▶ [PROBLEM TO SOLVE]:
Pull every line holding the string "الارتفاع" from the records below.

+++++

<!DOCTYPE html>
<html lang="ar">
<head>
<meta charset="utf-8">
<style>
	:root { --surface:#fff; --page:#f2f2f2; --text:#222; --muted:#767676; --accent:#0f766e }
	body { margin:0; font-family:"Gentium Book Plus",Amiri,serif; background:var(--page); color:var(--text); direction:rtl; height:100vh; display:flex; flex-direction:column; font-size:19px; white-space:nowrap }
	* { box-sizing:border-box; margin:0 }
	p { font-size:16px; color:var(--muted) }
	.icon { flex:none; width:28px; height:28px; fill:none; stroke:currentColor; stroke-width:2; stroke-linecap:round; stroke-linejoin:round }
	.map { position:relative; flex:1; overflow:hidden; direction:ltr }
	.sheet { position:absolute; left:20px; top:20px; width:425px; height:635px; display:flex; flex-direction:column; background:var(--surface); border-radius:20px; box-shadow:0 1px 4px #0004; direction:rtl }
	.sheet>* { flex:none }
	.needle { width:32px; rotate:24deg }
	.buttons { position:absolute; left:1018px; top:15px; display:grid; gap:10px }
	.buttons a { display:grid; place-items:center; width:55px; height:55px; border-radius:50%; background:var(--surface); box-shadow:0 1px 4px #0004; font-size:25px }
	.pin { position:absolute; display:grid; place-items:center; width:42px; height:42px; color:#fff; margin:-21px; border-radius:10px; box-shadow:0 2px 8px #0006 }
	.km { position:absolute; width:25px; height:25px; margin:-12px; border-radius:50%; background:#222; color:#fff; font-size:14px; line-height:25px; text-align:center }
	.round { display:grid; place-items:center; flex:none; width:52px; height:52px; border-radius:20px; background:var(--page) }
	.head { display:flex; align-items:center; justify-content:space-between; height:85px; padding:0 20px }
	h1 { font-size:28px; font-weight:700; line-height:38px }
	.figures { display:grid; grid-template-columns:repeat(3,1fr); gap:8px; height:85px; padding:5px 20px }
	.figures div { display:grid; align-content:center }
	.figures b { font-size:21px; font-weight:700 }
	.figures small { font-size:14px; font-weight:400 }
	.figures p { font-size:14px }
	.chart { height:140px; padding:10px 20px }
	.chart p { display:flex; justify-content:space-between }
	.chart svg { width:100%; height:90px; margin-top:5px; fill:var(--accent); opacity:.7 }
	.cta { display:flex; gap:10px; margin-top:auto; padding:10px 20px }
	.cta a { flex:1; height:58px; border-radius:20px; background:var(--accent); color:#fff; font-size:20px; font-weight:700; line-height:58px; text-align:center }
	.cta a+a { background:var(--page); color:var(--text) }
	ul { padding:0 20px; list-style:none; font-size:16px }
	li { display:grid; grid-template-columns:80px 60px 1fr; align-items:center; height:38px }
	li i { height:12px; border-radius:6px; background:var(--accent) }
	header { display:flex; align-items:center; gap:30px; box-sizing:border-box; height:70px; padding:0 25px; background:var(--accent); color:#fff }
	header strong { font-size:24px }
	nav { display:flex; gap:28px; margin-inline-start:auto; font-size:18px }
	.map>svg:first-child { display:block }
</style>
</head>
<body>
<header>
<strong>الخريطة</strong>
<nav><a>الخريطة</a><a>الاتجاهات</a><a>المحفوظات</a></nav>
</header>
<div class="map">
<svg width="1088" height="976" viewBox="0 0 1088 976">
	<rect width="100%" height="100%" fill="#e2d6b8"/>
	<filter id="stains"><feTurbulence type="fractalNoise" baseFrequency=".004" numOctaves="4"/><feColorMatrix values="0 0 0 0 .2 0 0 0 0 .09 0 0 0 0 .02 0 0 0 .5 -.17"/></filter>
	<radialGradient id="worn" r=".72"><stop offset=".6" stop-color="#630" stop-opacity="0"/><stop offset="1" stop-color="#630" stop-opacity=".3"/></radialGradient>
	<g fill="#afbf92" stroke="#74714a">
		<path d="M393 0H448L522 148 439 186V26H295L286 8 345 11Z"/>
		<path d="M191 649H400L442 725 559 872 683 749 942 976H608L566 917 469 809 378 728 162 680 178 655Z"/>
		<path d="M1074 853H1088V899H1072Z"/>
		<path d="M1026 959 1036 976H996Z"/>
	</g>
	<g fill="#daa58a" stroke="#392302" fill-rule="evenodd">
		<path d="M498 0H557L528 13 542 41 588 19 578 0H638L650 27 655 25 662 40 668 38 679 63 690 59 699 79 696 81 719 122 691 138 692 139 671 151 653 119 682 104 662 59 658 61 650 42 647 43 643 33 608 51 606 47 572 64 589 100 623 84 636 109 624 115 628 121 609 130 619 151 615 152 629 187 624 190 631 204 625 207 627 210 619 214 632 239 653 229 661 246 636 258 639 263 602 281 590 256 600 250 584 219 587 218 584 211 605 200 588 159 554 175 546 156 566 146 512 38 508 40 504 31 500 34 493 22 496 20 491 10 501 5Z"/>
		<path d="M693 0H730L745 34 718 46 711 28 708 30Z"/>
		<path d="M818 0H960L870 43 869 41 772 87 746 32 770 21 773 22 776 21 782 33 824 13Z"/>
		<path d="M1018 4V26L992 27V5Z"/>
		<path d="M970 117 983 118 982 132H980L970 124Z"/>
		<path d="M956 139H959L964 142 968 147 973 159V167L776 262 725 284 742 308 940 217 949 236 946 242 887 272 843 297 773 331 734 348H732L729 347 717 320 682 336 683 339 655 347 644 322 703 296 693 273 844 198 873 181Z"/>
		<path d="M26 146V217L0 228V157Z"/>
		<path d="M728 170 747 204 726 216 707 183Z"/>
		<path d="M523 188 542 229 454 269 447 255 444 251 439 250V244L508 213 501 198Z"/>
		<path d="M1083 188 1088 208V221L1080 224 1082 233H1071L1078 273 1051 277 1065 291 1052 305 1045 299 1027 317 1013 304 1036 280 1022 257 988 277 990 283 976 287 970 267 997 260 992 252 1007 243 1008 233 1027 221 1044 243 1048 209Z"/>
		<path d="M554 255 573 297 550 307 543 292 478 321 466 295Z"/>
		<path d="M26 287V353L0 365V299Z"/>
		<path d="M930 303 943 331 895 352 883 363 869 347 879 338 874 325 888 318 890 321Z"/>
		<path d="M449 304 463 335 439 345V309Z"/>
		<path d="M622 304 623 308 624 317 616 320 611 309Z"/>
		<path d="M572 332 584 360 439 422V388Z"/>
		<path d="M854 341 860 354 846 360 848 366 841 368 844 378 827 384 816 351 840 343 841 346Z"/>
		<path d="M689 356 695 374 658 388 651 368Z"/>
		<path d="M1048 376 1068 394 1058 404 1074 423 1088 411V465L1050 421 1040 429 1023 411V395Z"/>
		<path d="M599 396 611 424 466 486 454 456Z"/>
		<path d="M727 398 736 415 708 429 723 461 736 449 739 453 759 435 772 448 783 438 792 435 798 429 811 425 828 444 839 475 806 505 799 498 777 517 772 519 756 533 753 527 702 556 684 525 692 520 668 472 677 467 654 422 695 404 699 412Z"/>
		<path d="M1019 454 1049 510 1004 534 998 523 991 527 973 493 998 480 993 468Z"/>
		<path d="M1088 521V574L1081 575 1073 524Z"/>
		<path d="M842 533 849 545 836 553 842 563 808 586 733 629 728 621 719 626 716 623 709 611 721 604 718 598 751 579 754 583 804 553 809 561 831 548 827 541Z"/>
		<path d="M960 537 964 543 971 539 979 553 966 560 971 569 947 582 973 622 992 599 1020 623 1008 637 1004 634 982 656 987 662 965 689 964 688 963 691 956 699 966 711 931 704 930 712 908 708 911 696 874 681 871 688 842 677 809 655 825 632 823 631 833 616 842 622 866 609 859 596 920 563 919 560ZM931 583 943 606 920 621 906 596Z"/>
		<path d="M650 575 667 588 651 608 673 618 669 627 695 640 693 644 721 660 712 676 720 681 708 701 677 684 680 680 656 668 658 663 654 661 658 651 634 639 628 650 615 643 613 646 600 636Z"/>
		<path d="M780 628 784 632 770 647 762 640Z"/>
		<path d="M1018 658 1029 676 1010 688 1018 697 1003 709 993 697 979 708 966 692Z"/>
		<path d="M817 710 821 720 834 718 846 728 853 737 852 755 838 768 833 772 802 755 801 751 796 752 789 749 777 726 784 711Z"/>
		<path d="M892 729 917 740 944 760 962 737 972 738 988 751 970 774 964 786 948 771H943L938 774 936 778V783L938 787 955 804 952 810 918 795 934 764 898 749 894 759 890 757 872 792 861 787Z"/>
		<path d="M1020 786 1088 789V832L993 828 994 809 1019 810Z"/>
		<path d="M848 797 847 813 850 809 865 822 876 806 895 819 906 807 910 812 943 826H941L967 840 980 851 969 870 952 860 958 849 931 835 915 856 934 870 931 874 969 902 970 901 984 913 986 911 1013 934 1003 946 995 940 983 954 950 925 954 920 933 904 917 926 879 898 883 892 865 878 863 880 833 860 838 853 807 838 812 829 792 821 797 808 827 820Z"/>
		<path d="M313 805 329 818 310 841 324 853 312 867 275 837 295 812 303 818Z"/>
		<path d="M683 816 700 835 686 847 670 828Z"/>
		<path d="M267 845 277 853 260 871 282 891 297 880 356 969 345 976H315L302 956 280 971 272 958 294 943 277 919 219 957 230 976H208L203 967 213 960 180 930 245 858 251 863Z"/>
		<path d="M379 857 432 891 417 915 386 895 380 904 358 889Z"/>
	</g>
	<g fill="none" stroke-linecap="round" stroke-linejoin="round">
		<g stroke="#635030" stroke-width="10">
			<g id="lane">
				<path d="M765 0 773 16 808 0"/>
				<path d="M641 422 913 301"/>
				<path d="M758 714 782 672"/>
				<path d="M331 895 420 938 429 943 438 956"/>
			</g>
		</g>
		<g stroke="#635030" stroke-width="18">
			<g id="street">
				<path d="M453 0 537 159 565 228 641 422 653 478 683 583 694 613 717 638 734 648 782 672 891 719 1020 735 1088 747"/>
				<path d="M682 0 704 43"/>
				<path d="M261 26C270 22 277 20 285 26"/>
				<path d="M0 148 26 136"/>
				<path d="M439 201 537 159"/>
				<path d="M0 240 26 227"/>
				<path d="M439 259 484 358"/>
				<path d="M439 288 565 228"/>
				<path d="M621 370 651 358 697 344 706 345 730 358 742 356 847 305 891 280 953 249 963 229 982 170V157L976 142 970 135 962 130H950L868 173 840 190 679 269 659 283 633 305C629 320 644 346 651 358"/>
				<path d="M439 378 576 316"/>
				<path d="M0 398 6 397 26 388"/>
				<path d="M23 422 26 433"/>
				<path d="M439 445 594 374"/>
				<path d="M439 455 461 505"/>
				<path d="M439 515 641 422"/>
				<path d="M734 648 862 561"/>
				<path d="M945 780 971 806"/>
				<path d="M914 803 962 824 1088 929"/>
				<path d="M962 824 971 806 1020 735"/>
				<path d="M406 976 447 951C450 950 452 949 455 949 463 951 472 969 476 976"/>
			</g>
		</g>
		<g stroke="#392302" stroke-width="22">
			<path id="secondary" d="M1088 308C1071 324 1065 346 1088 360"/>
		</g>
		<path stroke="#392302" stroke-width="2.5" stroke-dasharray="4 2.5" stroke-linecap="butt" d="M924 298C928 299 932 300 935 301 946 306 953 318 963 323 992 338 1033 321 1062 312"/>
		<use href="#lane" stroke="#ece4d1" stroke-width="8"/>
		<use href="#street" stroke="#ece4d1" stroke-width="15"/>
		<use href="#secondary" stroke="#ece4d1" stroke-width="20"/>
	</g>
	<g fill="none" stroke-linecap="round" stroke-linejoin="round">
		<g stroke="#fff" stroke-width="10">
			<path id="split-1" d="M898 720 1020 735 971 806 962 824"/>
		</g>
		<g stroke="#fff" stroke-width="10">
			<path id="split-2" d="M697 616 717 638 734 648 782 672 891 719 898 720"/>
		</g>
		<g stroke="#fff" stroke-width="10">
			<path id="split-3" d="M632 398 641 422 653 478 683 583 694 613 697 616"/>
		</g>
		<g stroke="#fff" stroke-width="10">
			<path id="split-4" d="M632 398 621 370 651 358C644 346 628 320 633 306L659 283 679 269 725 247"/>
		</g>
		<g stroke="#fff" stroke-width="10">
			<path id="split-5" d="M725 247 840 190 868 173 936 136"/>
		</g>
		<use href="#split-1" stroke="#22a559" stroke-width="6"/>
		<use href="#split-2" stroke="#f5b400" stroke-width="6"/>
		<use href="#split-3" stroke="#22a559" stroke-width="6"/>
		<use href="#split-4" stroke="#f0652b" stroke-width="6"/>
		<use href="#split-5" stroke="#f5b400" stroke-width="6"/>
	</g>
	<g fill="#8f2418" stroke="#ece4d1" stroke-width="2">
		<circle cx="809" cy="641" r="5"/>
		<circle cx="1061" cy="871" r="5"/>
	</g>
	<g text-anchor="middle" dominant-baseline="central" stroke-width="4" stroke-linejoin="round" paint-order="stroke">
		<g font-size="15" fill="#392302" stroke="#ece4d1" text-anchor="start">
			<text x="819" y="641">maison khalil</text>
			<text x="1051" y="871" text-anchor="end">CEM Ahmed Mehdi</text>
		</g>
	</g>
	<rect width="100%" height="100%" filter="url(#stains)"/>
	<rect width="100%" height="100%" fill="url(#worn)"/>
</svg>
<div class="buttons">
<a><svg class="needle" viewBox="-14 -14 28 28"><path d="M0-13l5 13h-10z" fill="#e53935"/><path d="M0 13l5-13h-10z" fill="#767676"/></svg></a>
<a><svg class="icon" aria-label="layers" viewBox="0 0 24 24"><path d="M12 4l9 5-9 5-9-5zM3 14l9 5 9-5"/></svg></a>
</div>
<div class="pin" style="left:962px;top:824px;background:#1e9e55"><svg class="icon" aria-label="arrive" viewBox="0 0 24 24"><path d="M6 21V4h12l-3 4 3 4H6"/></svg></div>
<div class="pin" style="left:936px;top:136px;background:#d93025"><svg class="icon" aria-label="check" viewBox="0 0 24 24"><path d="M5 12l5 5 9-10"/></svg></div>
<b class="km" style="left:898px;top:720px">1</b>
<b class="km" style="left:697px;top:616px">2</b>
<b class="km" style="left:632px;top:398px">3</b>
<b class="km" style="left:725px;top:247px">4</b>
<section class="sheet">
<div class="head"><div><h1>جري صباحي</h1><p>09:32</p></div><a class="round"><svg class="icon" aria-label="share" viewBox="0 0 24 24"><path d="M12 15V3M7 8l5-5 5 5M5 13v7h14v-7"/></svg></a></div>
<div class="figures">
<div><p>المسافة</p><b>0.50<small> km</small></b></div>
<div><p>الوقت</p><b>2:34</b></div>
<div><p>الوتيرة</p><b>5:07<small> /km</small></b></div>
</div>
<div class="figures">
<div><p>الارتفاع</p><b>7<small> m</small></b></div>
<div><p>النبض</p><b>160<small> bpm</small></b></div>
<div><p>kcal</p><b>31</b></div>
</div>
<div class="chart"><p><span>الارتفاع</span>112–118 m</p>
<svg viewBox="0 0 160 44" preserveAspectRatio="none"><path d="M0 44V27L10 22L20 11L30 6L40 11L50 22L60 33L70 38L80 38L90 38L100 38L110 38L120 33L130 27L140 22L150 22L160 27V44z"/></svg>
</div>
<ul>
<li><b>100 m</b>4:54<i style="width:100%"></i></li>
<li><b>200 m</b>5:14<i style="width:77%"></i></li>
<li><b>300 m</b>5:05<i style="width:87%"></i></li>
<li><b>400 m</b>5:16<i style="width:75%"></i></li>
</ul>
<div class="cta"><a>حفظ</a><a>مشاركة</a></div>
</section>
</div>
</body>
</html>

+++++

▶ [SOLUTION FOR THIS EXERCISE]:
<div><p>الارتفاع</p><b>7<small> m</small></b></div>
<div class="chart"><p><span>الارتفاع</span>112–118 m</p>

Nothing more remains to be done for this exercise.